▼
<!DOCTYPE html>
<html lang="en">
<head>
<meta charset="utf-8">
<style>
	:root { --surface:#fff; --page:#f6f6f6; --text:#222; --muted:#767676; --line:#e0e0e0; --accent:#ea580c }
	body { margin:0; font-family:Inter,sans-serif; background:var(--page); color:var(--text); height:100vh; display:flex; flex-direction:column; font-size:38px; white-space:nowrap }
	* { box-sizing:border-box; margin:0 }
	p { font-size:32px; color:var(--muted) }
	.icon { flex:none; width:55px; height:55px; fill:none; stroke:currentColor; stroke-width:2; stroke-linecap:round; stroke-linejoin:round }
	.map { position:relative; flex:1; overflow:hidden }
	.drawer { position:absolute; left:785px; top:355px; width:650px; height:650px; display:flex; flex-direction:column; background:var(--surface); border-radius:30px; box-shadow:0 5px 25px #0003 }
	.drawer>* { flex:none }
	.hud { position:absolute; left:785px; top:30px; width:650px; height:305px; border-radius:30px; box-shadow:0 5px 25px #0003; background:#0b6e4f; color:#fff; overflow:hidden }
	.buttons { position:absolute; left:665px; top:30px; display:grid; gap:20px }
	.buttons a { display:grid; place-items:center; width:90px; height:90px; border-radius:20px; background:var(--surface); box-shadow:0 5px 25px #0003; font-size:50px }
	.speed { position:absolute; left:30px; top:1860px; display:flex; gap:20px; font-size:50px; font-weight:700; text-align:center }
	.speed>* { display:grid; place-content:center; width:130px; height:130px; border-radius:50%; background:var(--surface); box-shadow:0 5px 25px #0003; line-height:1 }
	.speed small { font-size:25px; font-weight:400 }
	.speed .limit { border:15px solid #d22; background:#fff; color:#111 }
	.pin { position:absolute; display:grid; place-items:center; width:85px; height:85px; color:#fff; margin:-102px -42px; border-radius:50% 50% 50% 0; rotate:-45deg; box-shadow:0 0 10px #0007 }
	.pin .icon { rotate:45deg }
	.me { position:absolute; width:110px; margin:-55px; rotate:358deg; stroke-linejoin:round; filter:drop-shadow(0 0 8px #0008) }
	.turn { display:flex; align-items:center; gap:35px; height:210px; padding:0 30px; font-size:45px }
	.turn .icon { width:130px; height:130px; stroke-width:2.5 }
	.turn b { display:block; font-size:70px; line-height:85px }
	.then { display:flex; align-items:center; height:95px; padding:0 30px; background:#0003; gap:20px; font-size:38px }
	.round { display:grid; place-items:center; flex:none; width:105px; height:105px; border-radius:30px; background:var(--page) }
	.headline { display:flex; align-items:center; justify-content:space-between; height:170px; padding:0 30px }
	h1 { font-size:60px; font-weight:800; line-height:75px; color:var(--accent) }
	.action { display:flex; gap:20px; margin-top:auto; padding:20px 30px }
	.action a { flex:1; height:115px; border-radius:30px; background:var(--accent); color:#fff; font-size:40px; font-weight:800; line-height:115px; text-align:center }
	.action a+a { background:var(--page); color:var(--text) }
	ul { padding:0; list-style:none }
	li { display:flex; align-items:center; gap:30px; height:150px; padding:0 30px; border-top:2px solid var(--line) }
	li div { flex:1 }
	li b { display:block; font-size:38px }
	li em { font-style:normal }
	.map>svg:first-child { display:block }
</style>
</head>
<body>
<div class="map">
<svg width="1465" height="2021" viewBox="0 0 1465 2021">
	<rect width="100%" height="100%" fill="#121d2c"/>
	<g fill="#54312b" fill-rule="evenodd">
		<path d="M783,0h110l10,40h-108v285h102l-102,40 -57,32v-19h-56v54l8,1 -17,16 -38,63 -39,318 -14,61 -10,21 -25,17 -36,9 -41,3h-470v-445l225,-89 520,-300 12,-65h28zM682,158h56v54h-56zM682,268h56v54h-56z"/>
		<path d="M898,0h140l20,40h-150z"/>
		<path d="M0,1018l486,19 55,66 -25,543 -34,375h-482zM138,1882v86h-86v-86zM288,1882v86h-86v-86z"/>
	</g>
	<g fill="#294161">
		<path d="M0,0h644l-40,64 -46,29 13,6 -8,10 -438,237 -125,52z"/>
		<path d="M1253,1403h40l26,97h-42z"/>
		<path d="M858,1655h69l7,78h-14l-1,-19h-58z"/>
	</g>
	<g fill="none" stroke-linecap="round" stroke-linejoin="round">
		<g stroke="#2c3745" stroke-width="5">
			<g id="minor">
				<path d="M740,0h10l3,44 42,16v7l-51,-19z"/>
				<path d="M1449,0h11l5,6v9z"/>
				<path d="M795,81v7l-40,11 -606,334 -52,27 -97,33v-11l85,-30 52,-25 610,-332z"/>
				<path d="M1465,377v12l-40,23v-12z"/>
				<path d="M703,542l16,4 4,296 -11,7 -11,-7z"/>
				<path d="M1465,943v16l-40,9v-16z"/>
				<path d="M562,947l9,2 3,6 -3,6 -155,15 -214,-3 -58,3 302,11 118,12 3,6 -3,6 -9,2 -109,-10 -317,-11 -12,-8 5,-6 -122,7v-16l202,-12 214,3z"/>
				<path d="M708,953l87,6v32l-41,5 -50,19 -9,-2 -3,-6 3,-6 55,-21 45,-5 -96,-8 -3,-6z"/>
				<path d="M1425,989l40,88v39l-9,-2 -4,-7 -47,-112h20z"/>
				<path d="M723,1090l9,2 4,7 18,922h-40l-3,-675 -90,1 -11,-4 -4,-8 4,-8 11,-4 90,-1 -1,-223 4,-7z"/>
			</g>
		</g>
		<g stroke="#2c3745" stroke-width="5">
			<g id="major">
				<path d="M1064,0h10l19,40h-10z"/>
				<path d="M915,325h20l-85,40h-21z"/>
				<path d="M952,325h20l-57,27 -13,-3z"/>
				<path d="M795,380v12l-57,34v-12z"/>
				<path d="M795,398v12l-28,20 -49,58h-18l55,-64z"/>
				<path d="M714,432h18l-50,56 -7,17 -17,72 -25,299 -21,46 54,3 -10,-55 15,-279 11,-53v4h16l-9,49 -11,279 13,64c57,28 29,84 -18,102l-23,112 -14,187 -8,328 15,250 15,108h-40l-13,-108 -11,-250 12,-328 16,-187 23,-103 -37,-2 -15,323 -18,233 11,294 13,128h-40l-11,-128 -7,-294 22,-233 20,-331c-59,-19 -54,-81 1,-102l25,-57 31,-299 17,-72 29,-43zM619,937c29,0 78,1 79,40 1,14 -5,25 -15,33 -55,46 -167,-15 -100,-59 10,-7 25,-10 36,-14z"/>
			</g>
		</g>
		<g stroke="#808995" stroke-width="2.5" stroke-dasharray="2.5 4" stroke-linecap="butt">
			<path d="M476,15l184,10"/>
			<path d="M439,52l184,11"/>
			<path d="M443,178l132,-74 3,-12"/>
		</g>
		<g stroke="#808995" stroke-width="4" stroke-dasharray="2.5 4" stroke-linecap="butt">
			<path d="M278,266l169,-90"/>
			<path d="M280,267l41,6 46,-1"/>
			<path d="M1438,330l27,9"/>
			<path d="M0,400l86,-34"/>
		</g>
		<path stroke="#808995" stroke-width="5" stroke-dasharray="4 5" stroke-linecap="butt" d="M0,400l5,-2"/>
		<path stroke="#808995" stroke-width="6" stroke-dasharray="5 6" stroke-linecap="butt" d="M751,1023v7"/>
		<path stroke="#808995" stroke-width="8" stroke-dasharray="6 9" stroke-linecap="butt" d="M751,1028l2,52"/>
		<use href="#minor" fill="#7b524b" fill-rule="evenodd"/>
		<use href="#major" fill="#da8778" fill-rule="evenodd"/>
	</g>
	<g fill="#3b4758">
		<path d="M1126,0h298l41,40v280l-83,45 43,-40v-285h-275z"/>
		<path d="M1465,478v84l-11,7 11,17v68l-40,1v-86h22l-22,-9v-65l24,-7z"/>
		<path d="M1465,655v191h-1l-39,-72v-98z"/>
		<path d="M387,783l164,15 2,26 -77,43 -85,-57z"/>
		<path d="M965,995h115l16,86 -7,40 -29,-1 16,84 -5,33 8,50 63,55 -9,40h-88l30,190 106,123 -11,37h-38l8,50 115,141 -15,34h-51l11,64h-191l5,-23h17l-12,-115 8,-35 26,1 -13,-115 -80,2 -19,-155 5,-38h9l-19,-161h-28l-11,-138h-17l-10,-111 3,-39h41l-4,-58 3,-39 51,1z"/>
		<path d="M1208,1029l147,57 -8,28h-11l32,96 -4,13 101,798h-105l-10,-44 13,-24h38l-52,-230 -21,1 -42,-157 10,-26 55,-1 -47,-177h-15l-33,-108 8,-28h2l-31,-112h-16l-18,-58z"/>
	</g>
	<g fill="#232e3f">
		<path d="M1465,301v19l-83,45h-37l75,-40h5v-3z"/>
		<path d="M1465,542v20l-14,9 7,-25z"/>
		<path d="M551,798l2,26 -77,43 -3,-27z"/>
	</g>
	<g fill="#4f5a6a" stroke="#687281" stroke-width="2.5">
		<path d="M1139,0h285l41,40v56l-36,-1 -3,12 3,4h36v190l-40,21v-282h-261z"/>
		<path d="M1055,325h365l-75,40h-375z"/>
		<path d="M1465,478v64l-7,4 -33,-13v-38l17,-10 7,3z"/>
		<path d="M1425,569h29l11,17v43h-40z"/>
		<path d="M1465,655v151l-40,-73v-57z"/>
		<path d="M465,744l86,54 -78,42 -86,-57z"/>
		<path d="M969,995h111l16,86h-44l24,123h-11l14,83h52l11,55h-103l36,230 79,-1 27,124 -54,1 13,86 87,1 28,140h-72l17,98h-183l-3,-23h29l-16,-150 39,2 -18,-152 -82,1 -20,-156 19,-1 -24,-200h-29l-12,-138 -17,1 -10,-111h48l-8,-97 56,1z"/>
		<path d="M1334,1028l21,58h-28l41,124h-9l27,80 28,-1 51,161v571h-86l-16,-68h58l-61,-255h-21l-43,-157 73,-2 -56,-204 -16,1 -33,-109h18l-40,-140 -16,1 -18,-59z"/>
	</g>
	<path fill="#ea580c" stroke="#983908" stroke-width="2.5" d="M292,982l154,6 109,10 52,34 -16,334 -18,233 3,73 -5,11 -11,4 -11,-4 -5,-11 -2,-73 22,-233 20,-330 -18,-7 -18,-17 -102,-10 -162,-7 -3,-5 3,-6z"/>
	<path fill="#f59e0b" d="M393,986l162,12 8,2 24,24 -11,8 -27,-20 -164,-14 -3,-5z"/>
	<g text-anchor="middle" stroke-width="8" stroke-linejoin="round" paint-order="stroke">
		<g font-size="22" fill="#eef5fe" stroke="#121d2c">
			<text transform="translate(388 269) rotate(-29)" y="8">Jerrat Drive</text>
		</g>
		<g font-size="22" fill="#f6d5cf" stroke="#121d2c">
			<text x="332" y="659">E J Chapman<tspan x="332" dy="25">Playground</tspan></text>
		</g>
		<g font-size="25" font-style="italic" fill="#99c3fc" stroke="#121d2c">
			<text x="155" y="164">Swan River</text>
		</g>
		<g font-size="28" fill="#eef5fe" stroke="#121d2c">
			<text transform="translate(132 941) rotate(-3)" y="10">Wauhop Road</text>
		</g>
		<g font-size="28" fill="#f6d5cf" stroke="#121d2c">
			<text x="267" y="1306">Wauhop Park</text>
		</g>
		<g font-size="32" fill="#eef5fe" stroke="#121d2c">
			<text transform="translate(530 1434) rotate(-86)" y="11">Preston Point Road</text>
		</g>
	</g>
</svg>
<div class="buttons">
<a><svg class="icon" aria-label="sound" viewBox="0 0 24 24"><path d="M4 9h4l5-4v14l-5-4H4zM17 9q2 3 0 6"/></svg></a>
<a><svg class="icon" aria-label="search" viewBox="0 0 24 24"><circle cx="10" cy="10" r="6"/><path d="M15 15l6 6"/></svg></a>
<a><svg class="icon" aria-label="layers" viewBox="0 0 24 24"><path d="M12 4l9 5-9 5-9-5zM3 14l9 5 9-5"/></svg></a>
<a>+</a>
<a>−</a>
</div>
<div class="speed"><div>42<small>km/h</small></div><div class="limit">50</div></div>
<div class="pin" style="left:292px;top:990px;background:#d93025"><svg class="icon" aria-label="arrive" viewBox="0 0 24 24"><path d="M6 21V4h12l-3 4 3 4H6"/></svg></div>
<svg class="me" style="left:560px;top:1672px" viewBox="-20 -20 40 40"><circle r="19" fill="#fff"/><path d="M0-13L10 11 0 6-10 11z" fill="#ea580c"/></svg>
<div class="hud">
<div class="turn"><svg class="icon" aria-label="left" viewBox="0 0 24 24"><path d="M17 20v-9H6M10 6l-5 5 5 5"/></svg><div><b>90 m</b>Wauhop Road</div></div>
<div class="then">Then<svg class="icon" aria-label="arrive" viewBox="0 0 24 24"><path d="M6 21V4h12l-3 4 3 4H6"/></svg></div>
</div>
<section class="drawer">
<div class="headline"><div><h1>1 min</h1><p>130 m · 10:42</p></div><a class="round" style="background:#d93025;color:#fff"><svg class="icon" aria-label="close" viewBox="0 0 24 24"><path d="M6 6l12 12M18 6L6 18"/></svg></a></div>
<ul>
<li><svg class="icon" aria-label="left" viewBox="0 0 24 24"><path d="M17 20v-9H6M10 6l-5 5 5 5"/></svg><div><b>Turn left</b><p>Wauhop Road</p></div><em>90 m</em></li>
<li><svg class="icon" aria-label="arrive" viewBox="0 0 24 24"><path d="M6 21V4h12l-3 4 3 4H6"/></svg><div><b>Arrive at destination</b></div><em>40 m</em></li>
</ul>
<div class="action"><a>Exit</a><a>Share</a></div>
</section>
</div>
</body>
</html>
▲
Work to be completed - Taking the material above, extract exactly and only the lines from the line with "display:block; font-size:70px; line-height:85px" to the line with "display:flex; align-items:center; height:95px;", inclusive of both.

Answer section -
	.turn b { display:block; font-size:70px; line-height:85px }
	.then { display:flex; align-items:center; height:95px; padding:0 30px; background:#0003; gap:20px; font-size:38px }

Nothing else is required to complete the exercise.